Enhanced atmospheric methane oxidation (EAMO) builds on the atmosphere’s natural cleansing process.Nature removes methane continuously in the troposphere by oxidizing it, converting it to mostly water and carbon dioxide. However, today natural oxidation cannot keep up with accelerating methane emissions from both anthropogenic and natural sources. But it’s possible to increase the natural rate of methane oxidation in the atmosphere. This could not only rapidly lower atmospheric methane, it could also cut harmful ground-level ozone.
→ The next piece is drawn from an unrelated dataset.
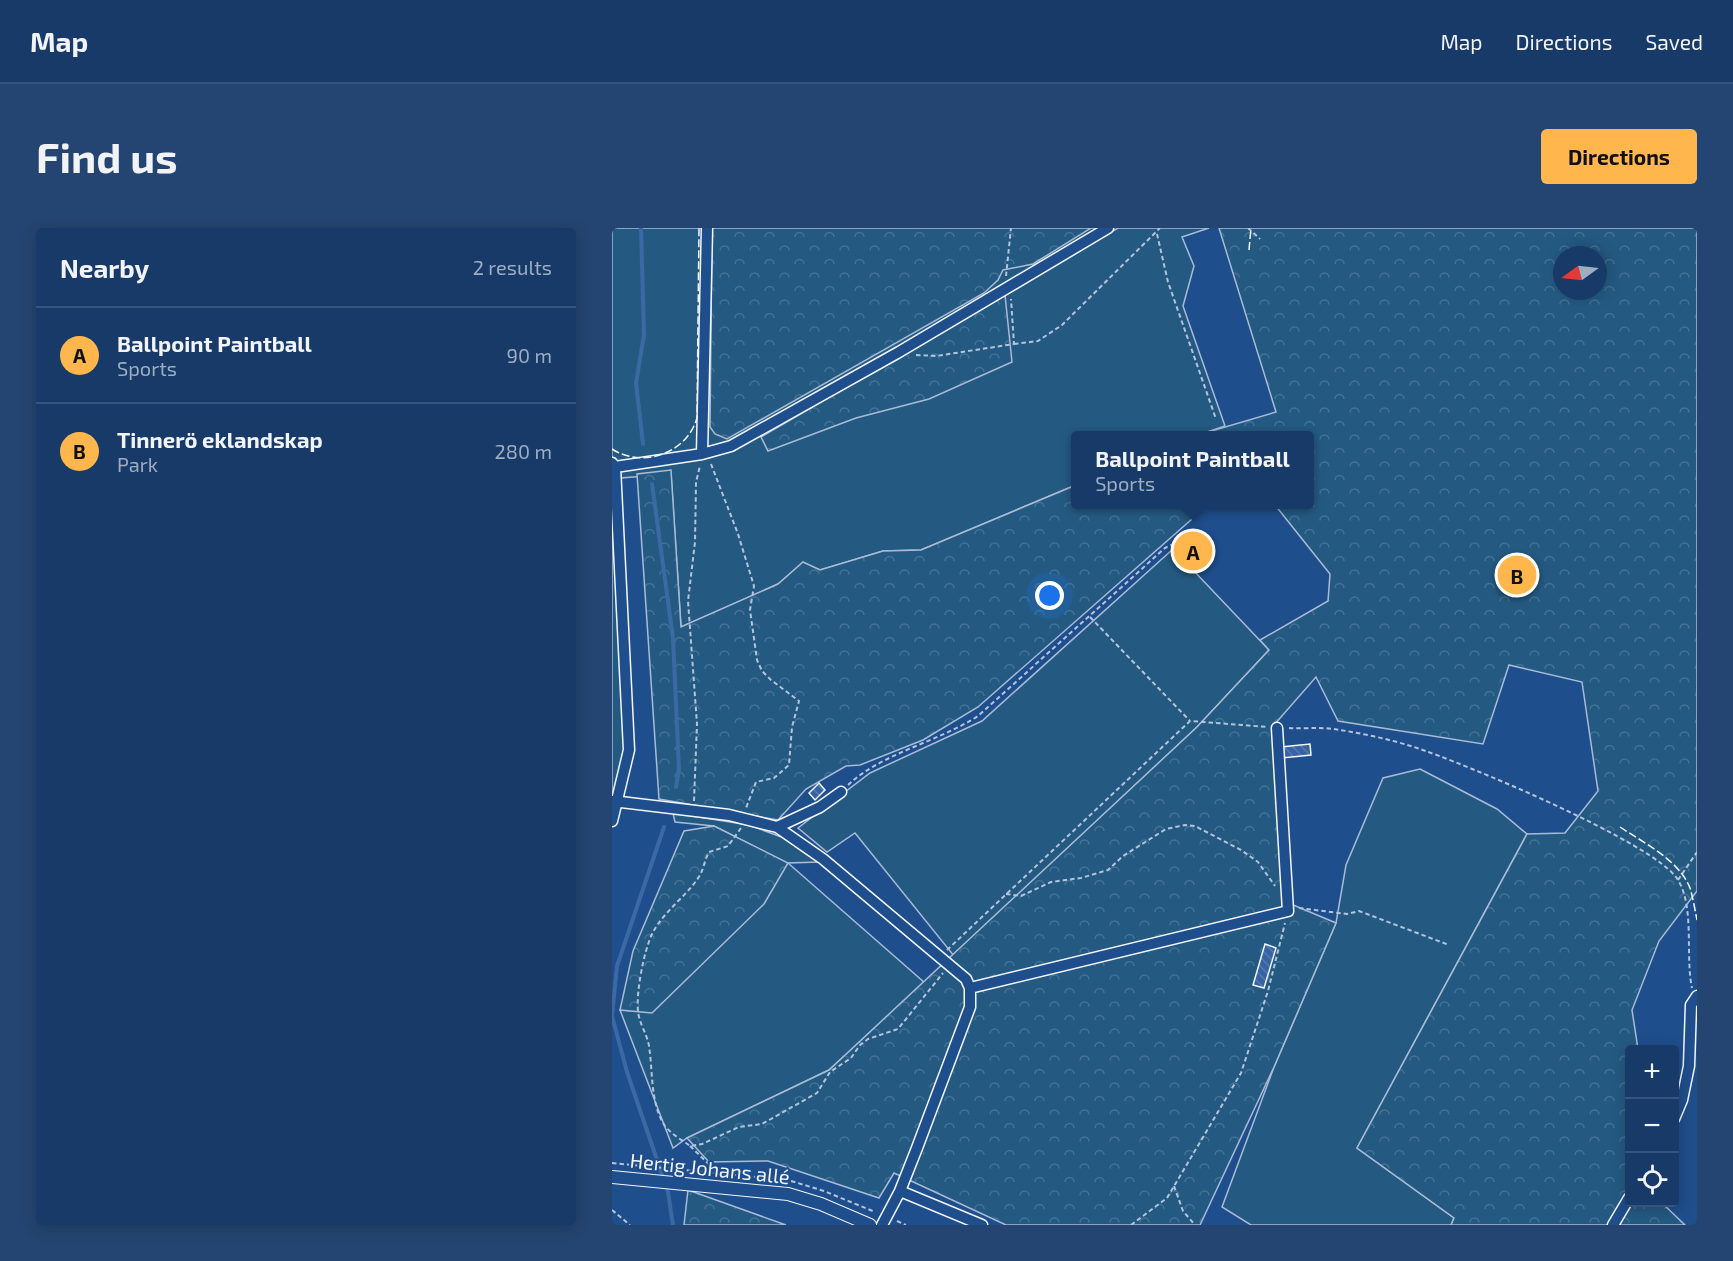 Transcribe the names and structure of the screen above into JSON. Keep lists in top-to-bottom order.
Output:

When the sun shines on airborne sea salt particles, chlorine atoms are generated naturally through photolysis. One promising EAMO method involves adding a small amount of iron to that process. That causes iron trichloride (FeCl3) to form on the salt particles, accelerating the photolysis reaction. Photocatalysis, as the accelerated process is known, can increase the number of chlorine atoms generated in photolysis tenfold. The chlorine atoms in turn increase the rate of methane oxidation, which converts methane to mostly water and some carbon dioxide. Then the sea salt particles fall back into the ocean.
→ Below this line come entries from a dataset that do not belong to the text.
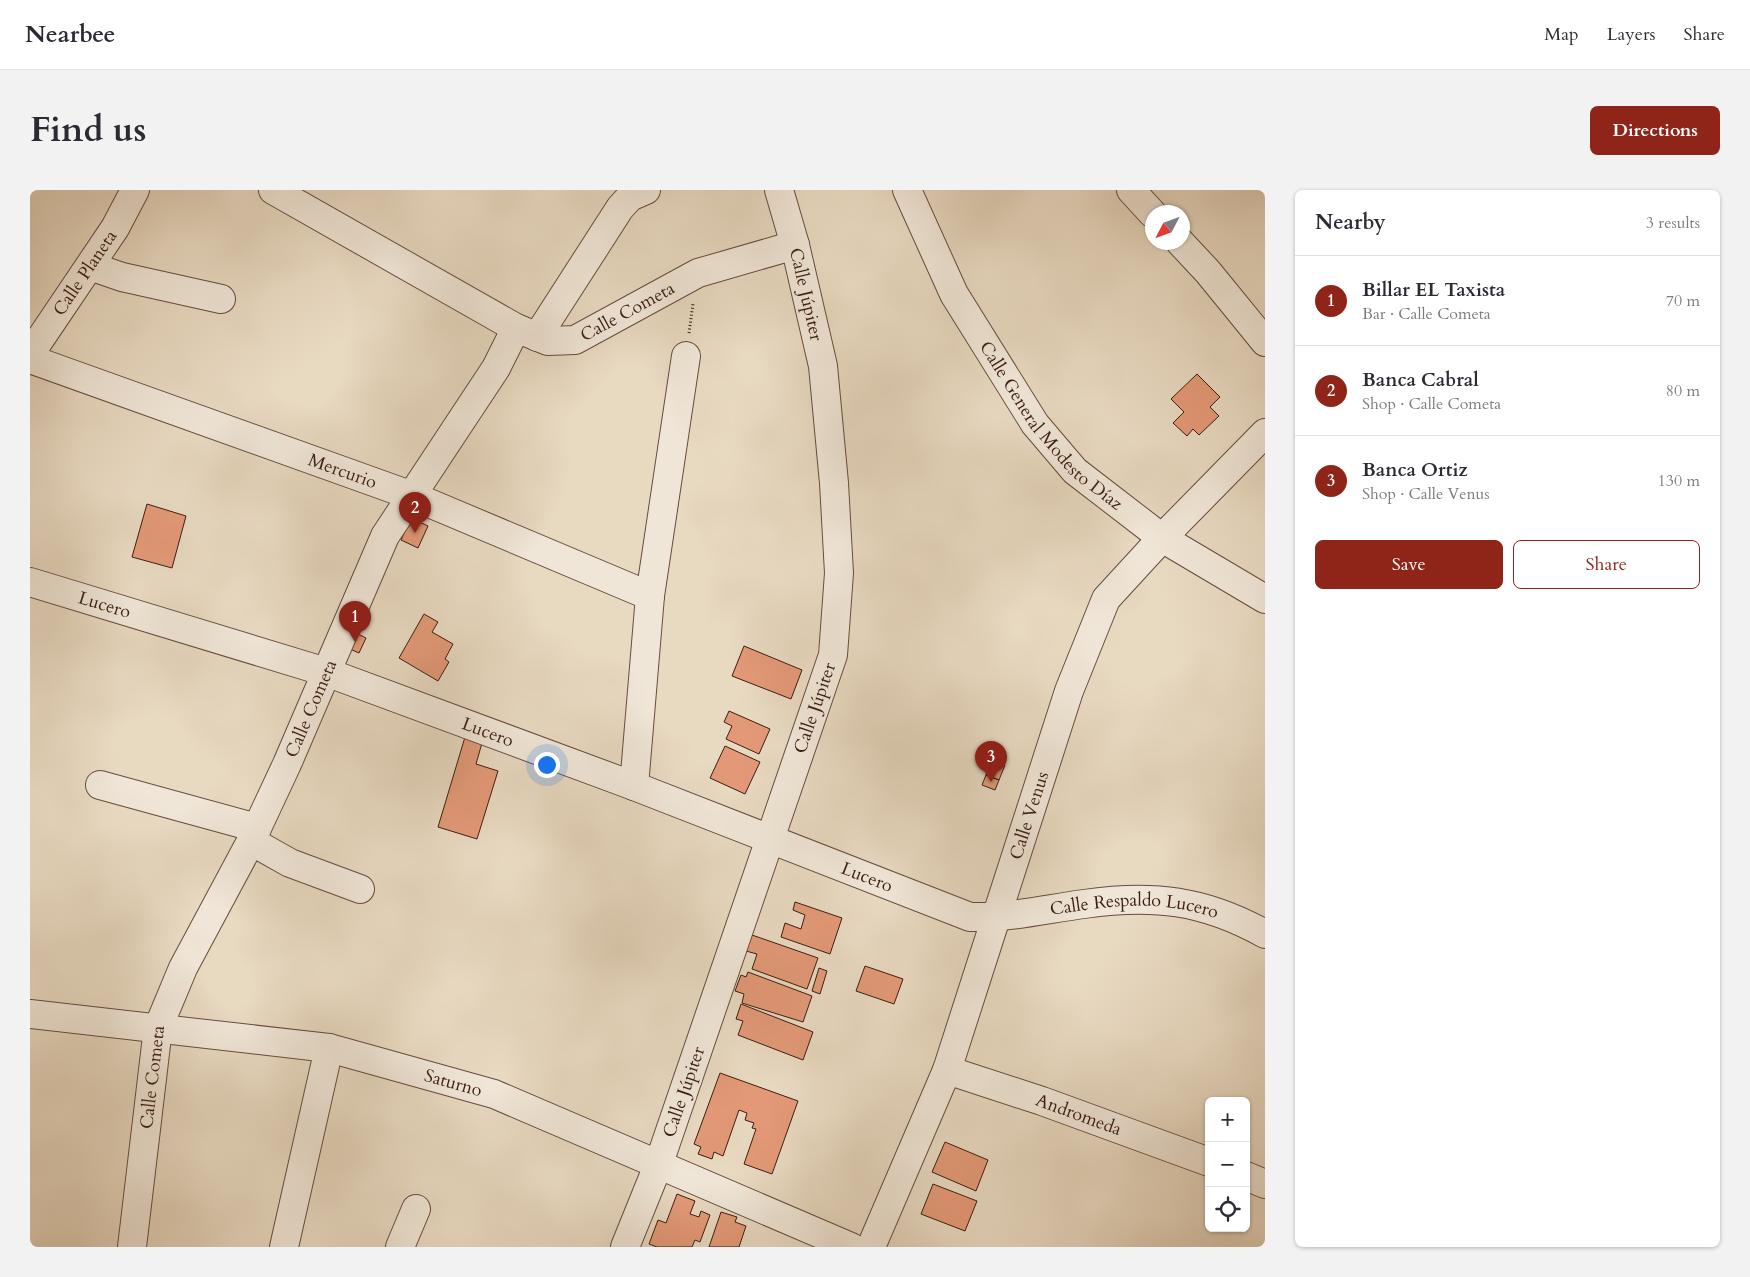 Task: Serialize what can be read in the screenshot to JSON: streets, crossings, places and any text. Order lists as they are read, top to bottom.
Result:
{
  "streets": {
    "street": [
      "Calle Planeta",
      "Calle Júpiter",
      "Calle Cometa",
      "Calle General Modesto Díaz",
      "Mercurio",
      "Lucero",
      "Calle Venus",
      "Calle Respaldo Lucero",
      "Saturno",
      "Andromeda"
    ]
  },
  "crossings": [
    ["Calle Júpiter", "Calle Cometa"],
    ["Calle Júpiter", "Lucero"],
    ["Calle Júpiter", "Saturno"],
    ["Calle Cometa", "Mercurio"],
    ["Calle Cometa", "Lucero"],
    ["Calle Cometa", "Saturno"],
    ["Calle General Modesto Díaz", "Calle Venus"],
    ["Lucero", "Calle Venus"],
    ["Lucero", "Calle Respaldo Lucero"],
    ["Calle Venus", "Calle Respaldo Lucero"],
    ["Calle Venus", "Andromeda"]
  ],
  "north": "bottom left",
  "page": {
    "header": "Nearbee",
    "nav": ["Map", "Layers", "Share"],
    "title": "Find us",
    "buttons": [
      "Directions",
      ["Save", "Share"]
    ],
    "heading": ["Nearby", "3 results"],
    "list": [
      {
        "mark": "1",
        "name": "Billar EL Taxista",
        "note": "Bar · Calle Cometa",
        "value": "70 m"
      },
      {
        "mark": "2",
        "name": "Banca Cabral",
        "note": "Shop · Calle Cometa",
        "value": "80 m"
      },
      {
        "mark": "3",
        "name": "Banca Ortiz",
        "note": "Shop · Calle Venus",
        "value": "130 m"
      }
    ],
    "pins": ["2", "1", "3"],
    "map_buttons": ["+", "−"]
  }
}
EAMO methods such as this can help restore methane oxidation rates, which are declining due to changes in human activity. Some of those human activities are desirable or unavoidable. For example, replacing fossil fuels with clean energy will have the unintended side-effect of reducing hydroxyl radical production and lowering methane oxidation rates (more on that below), but we must do it anyway. Governments outlawed ozone-destroying chemicals reduced the “hole” in the stratospheric ozone layer, which reduced the amount of ultraviolet light coming through. That in turn reduces the generation of hydroxyl radicals that drive atmospheric methane oxidation. Biomass burning, including forest fires over which we have little control, releases methane and generates carbon monoxide, which consumes hydroxyl radicals.
Beyond positive climate impacts, EAMO has additional co-benefits. Reducing methane also reduces formation of ground-level ozone, of which methane is a key ingredient. Ozone is a powerful greenhouse gas in its own right, and a dangerous air pollutant that damages respiratory health. Studies show reducing ozone by 45% could prevent 260,000 premature deaths, 775,000 asthma-related hospital visits, and 73 billion hours of lost labor from extreme heat. It would also raise crop yields by 25 million tons annually by stopping the harmful impact of ozone on plant growth.
EAMO might also be used to reduce methane emissions at their sources, for example at rice paddies, which are large emitters. Fertilizing rice paddies with iron could potentially reduce their methane emissions, while also fortifying the crop with iron and combatting anemia, a serious public health issue in many developing countries.